More recently, another reason for a 10x rise forced its way onto the data scene. It’s the unprecedented AI wave generated by the recent hype around ChatGPT. Until now, in my world of business intelligence (BI) customers, the notion of AI has usually been an issue of “nice to have” or “we’re not there yet”. But I believe the hype around ChatGPT will instigate an imperative for adoption. It’s forcing all of my data and analytics colleagues to rethink the data use cases and infrastructures.

What does it mean when resource requirements suddenly rise 10x in terms of compute requirements along with the consequent rise in cost? We look for optimization solutions. For this article, the optimization solution is an old friend – highly-scalable, pre-aggregated OLAP cubes, which took a back seat during this past decade and focused on the grand scalability of Big Data and the Cloud.

In this article, I will first discuss how the 10x increase in volume is the immense volume of data currently trapped in unstructured data unlocked by AI. I will then discuss the value of that unlocked data in terms of BI. Finally, I discuss the re-introduction of highly scalable, pre-aggregated OLAP into the mainstream of BI.

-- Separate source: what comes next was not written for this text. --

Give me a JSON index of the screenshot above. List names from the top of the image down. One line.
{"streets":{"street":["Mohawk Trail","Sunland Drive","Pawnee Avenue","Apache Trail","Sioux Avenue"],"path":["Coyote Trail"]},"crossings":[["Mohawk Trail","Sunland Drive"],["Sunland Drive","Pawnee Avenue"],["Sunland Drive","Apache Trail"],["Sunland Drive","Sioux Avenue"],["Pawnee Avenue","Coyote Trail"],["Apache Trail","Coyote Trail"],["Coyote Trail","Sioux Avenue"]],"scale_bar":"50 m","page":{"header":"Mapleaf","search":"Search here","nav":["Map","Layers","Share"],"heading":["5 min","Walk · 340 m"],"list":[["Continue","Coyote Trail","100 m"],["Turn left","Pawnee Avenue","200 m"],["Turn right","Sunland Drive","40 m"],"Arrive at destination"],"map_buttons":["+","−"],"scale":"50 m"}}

The Unstructured Data Majority

When I ask a customer how much data they have, they say something along the lines of: “About 20 terabytes, but most of it are images and PDFs.” Traditionally, the data loaded into BI data stores has been limited mostly to the minority of an enterprise’s data. At least in terms of volume.

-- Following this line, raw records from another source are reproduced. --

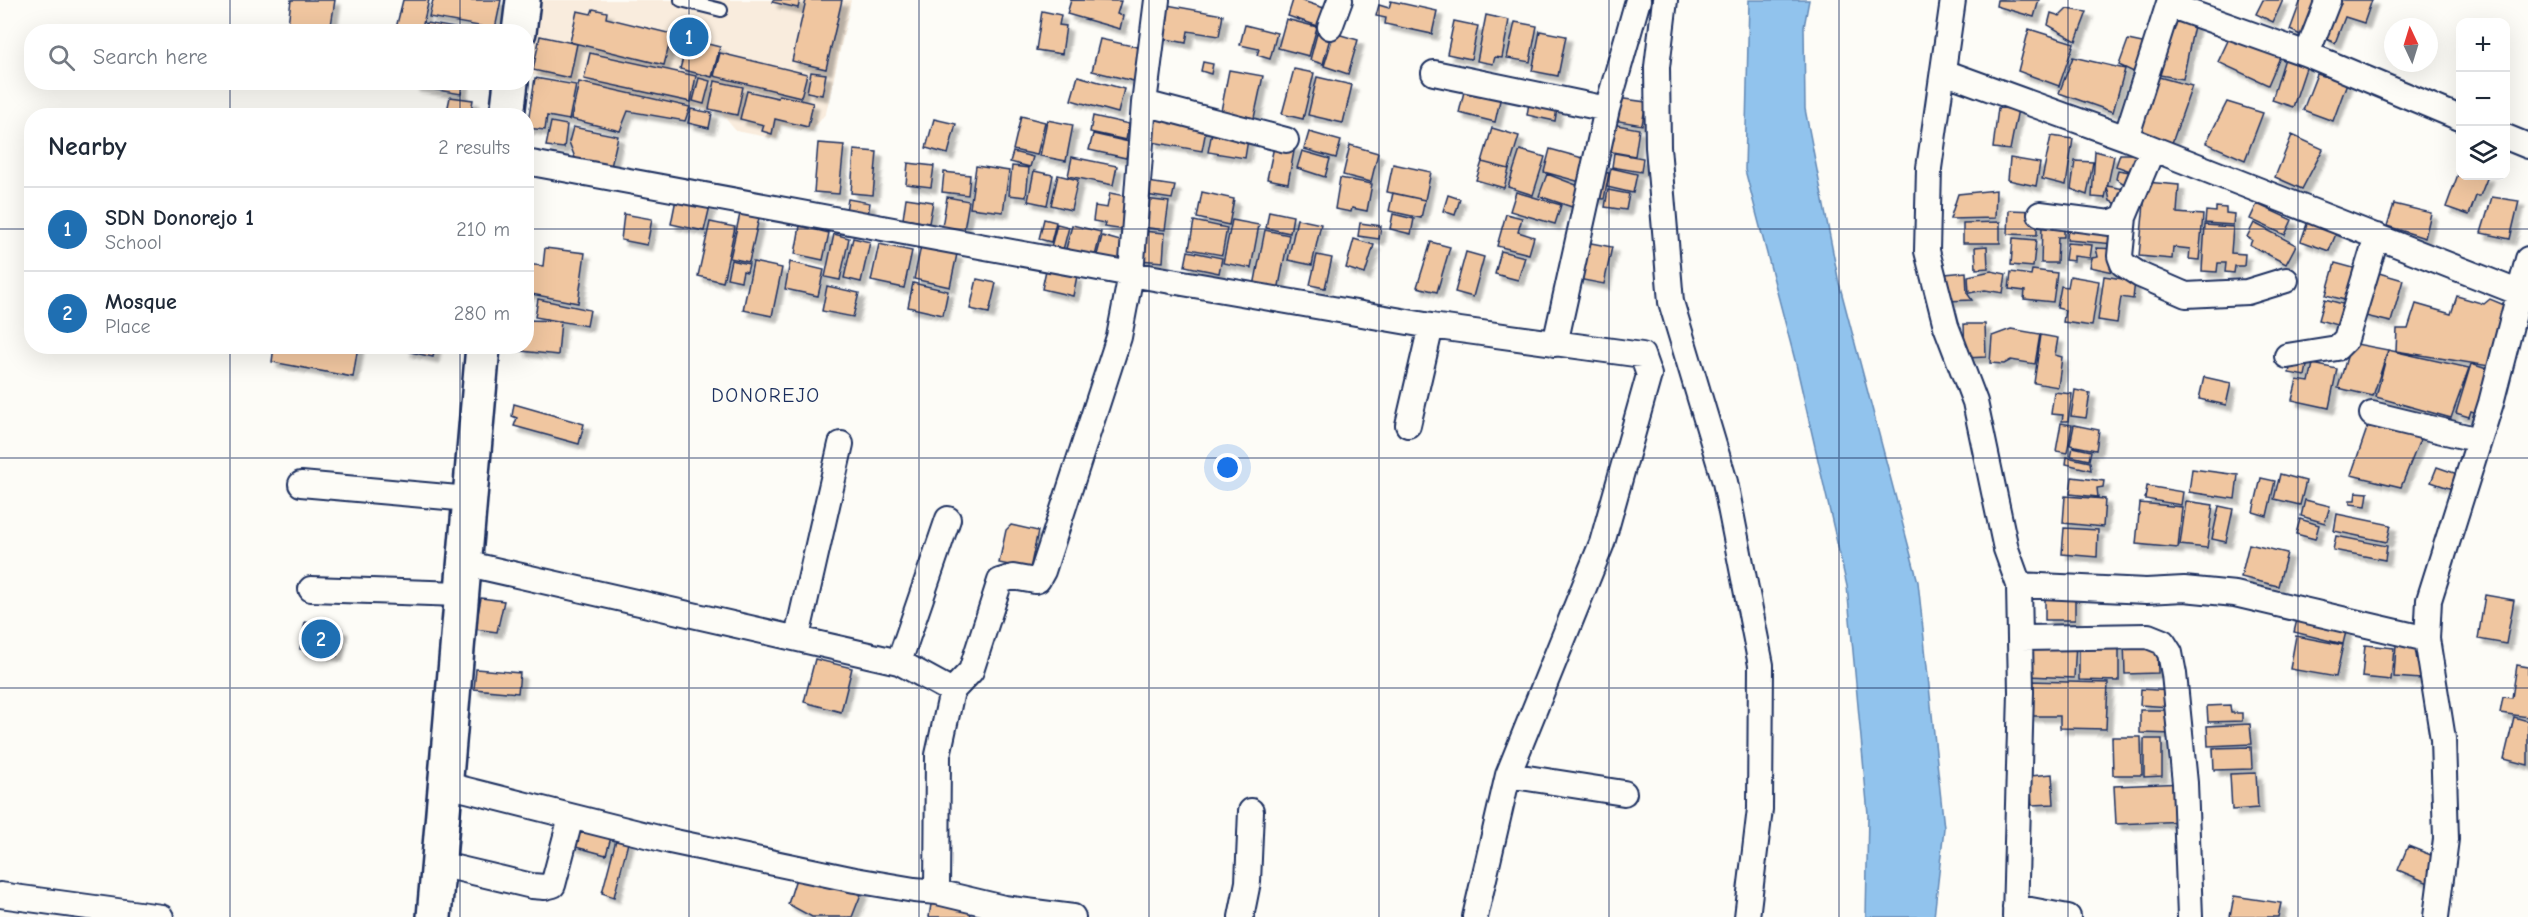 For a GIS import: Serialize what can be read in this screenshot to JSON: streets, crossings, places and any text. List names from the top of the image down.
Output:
{
  "districts": ["DONOREJO"],
  "north": "top",
  "page": {
    "pins": ["1", "2"],
    "map_buttons": ["+", "−"],
    "search": "Search here",
    "heading": ["Nearby", "2 results"],
    "list": [
      {
        "mark": "1",
        "name": "SDN Donorejo 1",
        "note": "School",
        "value": "210 m"
      },
      {
        "mark": "2",
        "name": "Mosque",
        "note": "Place",
        "value": "280 m"
      }
    ]
  }
}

Although it varies, it’s often said that around 80% of an enterprise’s data volume is unstructured. Examples include images, videos, audio, and text documents (ex. PDF, Word documents, and Web pages). But that ratio of unstructured to structured will probably grow as the feasibility of producing and storing large objects, especially videos, is technically and financially feasible.

BI systems originally included only structured data such as from relational databases. More recently, semi-structured data, particularly JSON, have been pretty much baked into the BI data mix. Such semi-structured data is usually about data being in an easily interchangeable, readable format (by humans and major software applications) in a flexible schema. Prior to feasible AI, unstructured data was primarily only human readable, so information trapped in it was mostly left there.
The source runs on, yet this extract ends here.